In New York City, Mount Sinai Health System was able to more than double its bed capacity during the spring surge. Other communities don't have the ability to ramp up capacity so quickly.
"Especially the states that don't have major cities with major hospitals, you see a lot of stress on them," Mokdad says.
But it's hard for researchers and health leaders to get a clear picture of what's happening regionally without good data, he adds. NPR has reported that the federal government does not share this local data, although it does collect it daily.
Some states publish their own hospital data sets. Texas, which shares the data in detail, provides a striking example. Statewide, COVID-19 hospitalizations have reached about 11%. Meanwhile, El Paso is above 40%, which has pushed the health care system to the brink.
Ultimately, it's difficult to know the true capacity for a region because many hospitals still don't coordinate well, says Dr. Christina Cutter, an emergency physician at the University of Michigan who collaborated on the Rand model with Abir.
"It's really hard to make sure you're leveraging all the resources and that one hospital is not overburdened compared to another hospital, and that may have unintended loss of life as a consequence," Cutter says.
Dire consequences of overfilled hospitals
During the height of Arizona's summer surge, COVID-19 patients filled nearly half of all beds in the state.
"When 50% of our hospital is doing COVID, it means the hospital is overloaded. It means that other services in that hospital are being delayed," says Mokdad. "The hospital becomes a nightmare."
Health care workers are pushed to their limits and are required to treat more patients at the same time. Hospitals can construct makeshift field hospitals to add to their capacity, but those can be logistically challenging and still require health care workers to staff the beds.
In Wisconsin, COVID-19 patients account for 17% of all hospitalizations, and many hospitals are warning that they are at or near capacity.
The Marshfield Clinic Health System, which runs nine hospitals in primarily rural parts of the state, is expecting its share of COVID-19 patients to double, if not more, by the end of the month.

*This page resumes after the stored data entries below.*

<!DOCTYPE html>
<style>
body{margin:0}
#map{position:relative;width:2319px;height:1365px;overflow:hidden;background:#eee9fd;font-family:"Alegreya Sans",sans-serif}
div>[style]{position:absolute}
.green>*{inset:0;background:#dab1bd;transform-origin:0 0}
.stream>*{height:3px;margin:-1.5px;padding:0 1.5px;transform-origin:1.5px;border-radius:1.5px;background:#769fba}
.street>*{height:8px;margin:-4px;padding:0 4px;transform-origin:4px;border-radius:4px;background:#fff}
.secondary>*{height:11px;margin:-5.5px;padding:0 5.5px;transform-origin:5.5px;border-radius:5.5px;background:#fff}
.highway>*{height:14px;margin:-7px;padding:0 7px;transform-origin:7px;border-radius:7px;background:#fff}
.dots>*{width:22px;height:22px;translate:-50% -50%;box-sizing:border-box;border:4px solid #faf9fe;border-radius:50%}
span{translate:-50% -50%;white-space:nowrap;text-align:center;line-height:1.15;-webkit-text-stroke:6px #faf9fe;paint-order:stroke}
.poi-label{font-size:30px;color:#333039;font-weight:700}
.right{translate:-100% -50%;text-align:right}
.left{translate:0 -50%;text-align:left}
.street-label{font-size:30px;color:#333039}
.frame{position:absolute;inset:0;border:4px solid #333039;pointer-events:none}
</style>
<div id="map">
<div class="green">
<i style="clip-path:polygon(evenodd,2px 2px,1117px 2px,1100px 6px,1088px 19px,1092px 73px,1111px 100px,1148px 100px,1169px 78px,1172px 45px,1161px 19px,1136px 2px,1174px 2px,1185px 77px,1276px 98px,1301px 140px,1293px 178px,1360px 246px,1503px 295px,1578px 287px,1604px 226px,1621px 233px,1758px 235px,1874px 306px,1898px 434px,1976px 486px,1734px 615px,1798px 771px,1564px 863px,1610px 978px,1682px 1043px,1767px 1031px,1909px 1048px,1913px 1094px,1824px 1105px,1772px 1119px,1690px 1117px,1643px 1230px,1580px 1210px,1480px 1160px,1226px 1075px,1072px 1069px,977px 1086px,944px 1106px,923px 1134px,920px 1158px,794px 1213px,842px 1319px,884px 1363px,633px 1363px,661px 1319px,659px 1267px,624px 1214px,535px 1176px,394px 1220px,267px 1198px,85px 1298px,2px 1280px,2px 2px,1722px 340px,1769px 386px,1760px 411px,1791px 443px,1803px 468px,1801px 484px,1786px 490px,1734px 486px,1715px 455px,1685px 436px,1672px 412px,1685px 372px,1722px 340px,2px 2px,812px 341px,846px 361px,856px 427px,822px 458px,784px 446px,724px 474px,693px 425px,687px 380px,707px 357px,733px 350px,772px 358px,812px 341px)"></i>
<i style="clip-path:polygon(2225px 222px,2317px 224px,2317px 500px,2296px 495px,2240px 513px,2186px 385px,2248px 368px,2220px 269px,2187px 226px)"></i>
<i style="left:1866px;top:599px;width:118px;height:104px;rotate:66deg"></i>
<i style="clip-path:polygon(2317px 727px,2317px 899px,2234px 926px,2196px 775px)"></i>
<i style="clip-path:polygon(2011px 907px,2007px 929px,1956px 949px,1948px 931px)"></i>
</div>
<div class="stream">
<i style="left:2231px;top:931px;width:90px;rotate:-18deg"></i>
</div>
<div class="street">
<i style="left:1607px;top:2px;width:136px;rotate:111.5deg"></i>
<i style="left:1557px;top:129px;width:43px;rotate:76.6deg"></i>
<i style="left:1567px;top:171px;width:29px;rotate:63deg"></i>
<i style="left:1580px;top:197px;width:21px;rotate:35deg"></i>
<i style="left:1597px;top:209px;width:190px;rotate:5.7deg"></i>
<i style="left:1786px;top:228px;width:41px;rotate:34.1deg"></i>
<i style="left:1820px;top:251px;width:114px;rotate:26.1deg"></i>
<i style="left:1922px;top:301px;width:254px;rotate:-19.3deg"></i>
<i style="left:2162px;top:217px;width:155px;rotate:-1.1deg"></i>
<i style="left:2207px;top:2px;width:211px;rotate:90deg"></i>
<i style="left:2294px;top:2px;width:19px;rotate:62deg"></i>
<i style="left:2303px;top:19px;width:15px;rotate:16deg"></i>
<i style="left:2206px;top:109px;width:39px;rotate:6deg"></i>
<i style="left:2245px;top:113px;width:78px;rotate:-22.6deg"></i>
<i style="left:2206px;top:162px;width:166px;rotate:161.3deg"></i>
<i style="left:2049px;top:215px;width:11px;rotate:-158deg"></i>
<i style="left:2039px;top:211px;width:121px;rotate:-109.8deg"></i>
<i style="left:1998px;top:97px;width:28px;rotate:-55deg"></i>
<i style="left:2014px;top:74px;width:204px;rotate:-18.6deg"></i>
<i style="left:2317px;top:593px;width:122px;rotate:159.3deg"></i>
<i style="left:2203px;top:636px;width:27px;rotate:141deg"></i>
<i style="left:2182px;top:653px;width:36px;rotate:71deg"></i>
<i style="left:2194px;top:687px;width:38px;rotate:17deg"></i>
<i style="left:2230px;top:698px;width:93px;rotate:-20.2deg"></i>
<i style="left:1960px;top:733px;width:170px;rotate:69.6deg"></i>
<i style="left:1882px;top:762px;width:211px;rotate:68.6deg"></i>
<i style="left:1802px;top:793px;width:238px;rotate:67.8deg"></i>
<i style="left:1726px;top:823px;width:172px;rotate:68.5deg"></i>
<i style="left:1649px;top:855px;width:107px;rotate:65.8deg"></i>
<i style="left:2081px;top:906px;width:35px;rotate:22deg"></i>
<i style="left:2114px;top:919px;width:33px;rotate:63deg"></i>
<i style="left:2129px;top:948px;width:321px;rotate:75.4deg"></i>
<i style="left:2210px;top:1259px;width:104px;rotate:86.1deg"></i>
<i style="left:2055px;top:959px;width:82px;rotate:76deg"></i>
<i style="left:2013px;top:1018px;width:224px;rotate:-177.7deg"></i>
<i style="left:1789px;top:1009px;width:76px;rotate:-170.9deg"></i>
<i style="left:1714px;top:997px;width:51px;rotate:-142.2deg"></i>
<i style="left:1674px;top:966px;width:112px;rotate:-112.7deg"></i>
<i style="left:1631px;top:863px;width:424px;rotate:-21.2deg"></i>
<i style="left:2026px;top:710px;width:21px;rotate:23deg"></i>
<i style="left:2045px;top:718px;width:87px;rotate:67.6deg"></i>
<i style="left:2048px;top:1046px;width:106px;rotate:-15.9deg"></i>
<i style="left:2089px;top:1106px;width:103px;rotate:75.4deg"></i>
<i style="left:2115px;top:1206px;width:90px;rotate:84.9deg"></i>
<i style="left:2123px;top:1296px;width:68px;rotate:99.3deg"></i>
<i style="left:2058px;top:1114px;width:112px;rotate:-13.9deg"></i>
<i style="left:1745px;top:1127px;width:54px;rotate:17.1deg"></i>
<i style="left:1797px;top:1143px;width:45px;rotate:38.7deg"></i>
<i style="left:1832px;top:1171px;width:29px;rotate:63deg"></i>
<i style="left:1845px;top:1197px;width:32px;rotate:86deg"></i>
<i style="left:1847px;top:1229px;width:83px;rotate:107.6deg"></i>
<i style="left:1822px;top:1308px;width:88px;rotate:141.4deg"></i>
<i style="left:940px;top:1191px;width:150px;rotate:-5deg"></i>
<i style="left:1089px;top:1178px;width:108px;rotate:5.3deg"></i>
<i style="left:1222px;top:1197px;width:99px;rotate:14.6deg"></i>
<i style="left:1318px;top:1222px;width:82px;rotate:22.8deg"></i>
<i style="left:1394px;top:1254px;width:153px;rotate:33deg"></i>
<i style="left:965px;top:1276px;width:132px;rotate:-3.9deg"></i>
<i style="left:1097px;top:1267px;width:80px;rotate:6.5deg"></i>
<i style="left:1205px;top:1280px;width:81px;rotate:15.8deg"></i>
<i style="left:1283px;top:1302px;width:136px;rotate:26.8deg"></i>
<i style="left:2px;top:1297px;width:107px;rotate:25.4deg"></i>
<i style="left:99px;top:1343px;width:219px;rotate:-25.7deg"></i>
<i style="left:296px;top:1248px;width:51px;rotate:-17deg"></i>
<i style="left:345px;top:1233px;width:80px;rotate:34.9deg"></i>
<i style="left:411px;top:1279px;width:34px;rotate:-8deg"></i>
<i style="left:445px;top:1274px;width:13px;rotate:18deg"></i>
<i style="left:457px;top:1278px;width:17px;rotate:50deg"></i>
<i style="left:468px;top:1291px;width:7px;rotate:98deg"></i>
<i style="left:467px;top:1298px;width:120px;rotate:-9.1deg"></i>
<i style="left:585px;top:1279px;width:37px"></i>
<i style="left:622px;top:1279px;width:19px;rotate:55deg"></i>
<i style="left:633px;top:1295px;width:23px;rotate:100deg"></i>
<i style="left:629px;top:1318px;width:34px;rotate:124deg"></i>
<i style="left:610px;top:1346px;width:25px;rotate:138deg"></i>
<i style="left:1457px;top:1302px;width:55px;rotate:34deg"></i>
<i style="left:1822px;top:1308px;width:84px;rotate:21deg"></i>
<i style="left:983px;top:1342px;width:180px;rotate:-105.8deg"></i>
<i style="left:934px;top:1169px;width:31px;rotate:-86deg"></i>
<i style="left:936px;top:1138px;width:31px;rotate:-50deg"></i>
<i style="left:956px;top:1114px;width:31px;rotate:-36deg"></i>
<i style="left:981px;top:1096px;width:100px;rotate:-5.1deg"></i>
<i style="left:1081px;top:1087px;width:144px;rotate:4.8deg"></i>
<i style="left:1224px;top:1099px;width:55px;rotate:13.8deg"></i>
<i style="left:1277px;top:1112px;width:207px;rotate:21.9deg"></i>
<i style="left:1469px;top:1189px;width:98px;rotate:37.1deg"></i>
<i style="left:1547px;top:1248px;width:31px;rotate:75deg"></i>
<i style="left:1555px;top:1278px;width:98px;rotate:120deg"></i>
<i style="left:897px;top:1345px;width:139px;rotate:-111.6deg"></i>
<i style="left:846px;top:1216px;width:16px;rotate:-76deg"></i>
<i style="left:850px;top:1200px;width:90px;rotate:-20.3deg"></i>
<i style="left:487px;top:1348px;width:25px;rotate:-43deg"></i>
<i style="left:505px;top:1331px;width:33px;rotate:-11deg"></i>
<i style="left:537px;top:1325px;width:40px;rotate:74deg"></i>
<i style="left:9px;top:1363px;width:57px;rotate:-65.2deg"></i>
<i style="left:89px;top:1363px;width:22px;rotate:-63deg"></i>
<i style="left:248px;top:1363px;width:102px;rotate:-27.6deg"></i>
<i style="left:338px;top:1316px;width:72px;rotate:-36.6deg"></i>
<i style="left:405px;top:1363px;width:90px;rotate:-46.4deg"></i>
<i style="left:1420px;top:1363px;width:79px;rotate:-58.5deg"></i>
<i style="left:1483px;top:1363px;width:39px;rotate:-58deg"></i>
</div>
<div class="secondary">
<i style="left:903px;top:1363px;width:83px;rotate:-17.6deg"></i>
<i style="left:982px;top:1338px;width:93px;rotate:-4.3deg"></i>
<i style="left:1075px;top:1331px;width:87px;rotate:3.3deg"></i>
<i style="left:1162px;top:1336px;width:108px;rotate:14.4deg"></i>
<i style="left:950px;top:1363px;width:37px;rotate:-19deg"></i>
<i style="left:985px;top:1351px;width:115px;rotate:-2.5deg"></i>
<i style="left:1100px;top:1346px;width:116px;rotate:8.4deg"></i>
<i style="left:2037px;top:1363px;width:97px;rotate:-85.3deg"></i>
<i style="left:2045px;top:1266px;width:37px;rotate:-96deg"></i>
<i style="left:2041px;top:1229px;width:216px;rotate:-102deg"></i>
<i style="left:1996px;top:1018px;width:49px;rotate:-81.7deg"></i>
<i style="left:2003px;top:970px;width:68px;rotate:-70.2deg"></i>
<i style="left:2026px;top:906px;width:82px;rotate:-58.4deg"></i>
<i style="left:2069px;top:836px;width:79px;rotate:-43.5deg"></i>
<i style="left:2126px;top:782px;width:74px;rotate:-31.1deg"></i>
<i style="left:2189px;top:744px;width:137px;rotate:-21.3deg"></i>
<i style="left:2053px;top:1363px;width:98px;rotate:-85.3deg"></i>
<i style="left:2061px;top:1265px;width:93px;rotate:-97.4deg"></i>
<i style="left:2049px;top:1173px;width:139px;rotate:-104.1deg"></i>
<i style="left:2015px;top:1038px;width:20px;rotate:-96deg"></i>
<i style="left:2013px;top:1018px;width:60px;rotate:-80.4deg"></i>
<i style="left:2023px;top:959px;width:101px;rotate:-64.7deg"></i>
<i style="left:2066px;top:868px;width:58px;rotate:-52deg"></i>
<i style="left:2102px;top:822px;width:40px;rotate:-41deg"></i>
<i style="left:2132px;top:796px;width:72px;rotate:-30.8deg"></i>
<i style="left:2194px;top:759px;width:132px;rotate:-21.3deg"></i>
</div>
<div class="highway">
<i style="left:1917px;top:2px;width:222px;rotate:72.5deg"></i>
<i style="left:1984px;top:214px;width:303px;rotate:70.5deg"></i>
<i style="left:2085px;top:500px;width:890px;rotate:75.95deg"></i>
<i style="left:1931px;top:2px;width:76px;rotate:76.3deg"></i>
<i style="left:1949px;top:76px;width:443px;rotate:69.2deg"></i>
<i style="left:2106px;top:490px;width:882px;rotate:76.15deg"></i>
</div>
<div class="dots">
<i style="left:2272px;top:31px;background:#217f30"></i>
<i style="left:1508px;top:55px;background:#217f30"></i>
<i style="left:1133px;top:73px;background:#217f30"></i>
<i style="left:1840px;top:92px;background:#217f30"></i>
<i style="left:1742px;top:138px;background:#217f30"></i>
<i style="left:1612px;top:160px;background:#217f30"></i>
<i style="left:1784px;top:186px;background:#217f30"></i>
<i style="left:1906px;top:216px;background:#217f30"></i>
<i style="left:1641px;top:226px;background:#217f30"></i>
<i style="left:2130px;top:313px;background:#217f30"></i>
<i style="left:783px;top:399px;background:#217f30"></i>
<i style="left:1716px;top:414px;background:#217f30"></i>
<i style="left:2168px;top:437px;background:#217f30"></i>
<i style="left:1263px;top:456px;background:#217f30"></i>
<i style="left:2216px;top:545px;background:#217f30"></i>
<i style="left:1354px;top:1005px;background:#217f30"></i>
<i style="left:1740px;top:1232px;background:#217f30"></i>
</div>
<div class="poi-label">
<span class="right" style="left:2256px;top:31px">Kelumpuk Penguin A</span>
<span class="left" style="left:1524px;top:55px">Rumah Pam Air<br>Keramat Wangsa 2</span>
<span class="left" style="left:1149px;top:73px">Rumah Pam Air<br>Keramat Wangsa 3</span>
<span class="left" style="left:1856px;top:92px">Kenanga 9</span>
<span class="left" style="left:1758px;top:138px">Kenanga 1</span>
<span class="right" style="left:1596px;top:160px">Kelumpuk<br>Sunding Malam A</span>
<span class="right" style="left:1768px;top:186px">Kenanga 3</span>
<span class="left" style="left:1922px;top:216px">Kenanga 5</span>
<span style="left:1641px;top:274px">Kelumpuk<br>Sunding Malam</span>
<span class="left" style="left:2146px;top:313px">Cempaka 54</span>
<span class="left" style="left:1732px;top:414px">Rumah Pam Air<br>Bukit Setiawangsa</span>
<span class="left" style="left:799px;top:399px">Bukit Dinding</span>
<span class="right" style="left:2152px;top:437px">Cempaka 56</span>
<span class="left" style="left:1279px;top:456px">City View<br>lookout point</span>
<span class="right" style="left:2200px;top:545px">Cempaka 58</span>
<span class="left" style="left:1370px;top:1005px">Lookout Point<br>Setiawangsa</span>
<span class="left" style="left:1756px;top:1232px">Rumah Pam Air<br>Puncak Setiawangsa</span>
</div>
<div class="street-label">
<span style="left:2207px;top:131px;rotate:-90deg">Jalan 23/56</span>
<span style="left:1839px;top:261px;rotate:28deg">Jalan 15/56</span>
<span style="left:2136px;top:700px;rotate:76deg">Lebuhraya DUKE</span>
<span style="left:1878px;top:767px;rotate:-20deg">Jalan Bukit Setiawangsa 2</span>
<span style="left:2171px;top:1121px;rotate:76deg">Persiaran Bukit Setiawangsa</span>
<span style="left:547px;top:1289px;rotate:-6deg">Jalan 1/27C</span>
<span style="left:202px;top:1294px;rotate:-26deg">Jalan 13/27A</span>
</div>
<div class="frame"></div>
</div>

"That will push us well beyond our staffing levels," says Dr. William Melms, chief medical officer at Marshfield. "We can always make more space, but creating the manpower to take care of our patients is the dilemma."
During earlier surges, many hospitals relied on bringing in hundreds or even thousands of out-of-state health care workers for backup, but Melms says that is not happening this time.
"We are on an island out here," he says.
An increase in COVID-19 hospitalizations statewide is also associated with higher mortality, according to a recent study that analyzed the relationship between COVID-19 hospitalizations and deaths.
"It's an indicator that you're going to have more deaths from COVID as you see the numbers inch up in the hospital," says Pinar Karaca-Mandic, professor and academic director of the Medical Industry Leadership Institute at the University of Minnesota.
Specifically, Karaca-Mandic's research found that a 1% increase of COVID-19 patients in a state's ICU beds will lead to about 2.8 additional deaths in the next seven days.
She says a statewide level of 20% COVID-19 hospitalizations may not look all that alarming, but that number doesn't capture the constraints on the health care system in adding more ICU beds.
"That's not very flexible," she says. "It requires a lot of planning. It requires a lot of investments. So the more you fill up the ICU, the impact is going to be larger."